**EXERCISE GOAL:** Nothing less than an exact copy of all the records is required.

**INFORMATION:**
+ + + +
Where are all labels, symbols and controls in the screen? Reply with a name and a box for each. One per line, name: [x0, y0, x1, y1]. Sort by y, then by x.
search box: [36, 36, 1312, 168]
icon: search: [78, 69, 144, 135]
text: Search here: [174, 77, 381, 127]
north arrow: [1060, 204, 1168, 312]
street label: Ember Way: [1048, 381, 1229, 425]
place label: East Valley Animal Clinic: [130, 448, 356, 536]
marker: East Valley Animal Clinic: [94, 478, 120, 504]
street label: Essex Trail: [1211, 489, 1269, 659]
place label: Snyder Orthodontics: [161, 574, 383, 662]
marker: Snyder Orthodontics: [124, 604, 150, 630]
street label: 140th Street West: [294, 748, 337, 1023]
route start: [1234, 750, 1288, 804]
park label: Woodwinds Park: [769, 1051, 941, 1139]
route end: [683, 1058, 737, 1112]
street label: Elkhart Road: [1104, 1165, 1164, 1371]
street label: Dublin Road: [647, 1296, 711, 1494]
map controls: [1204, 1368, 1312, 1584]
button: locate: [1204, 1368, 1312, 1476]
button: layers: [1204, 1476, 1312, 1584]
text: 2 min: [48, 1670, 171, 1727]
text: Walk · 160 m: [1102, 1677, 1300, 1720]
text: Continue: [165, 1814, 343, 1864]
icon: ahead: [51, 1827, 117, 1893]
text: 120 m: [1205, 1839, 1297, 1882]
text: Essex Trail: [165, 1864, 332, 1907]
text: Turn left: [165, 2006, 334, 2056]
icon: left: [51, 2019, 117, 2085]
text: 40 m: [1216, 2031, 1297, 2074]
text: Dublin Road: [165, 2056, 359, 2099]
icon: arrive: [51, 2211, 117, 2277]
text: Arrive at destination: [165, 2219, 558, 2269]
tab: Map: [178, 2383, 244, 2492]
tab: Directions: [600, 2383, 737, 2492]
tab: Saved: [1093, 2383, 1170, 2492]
+ + + +
**OUTPUT FOR THIS TASK:**
Where are all labels, symbols and controls in the screen? Reply with a name and a box for each. One per line, name: [x0, y0, x1, y1]. Sort by y, then by x.
search box: [36, 36, 1312, 168]
icon: search: [78, 69, 144, 135]
text: Search here: [174, 77, 381, 127]
north arrow: [1060, 204, 1168, 312]
street label: Ember Way: [1048, 381, 1229, 425]
place label: East Valley Animal Clinic: [130, 448, 356, 536]
marker: East Valley Animal Clinic: [94, 478, 120, 504]
street label: Essex Trail: [1211, 489, 1269, 659]
place label: Snyder Orthodontics: [161, 574, 383, 662]
marker: Snyder Orthodontics: [124, 604, 150, 630]
street label: 140th Street West: [294, 748, 337, 1023]
route start: [1234, 750, 1288, 804]
park label: Woodwinds Park: [769, 1051, 941, 1139]
route end: [683, 1058, 737, 1112]
street label: Elkhart Road: [1104, 1165, 1164, 1371]
street label: Dublin Road: [647, 1296, 711, 1494]
map controls: [1204, 1368, 1312, 1584]
button: locate: [1204, 1368, 1312, 1476]
button: layers: [1204, 1476, 1312, 1584]
text: 2 min: [48, 1670, 171, 1727]
text: Walk · 160 m: [1102, 1677, 1300, 1720]
text: Continue: [165, 1814, 343, 1864]
icon: ahead: [51, 1827, 117, 1893]
text: 120 m: [1205, 1839, 1297, 1882]
text: Essex Trail: [165, 1864, 332, 1907]
text: Turn left: [165, 2006, 334, 2056]
icon: left: [51, 2019, 117, 2085]
text: 40 m: [1216, 2031, 1297, 2074]
text: Dublin Road: [165, 2056, 359, 2099]
icon: arrive: [51, 2211, 117, 2277]
text: Arrive at destination: [165, 2219, 558, 2269]
tab: Map: [178, 2383, 244, 2492]
tab: Directions: [600, 2383, 737, 2492]
tab: Saved: [1093, 2383, 1170, 2492]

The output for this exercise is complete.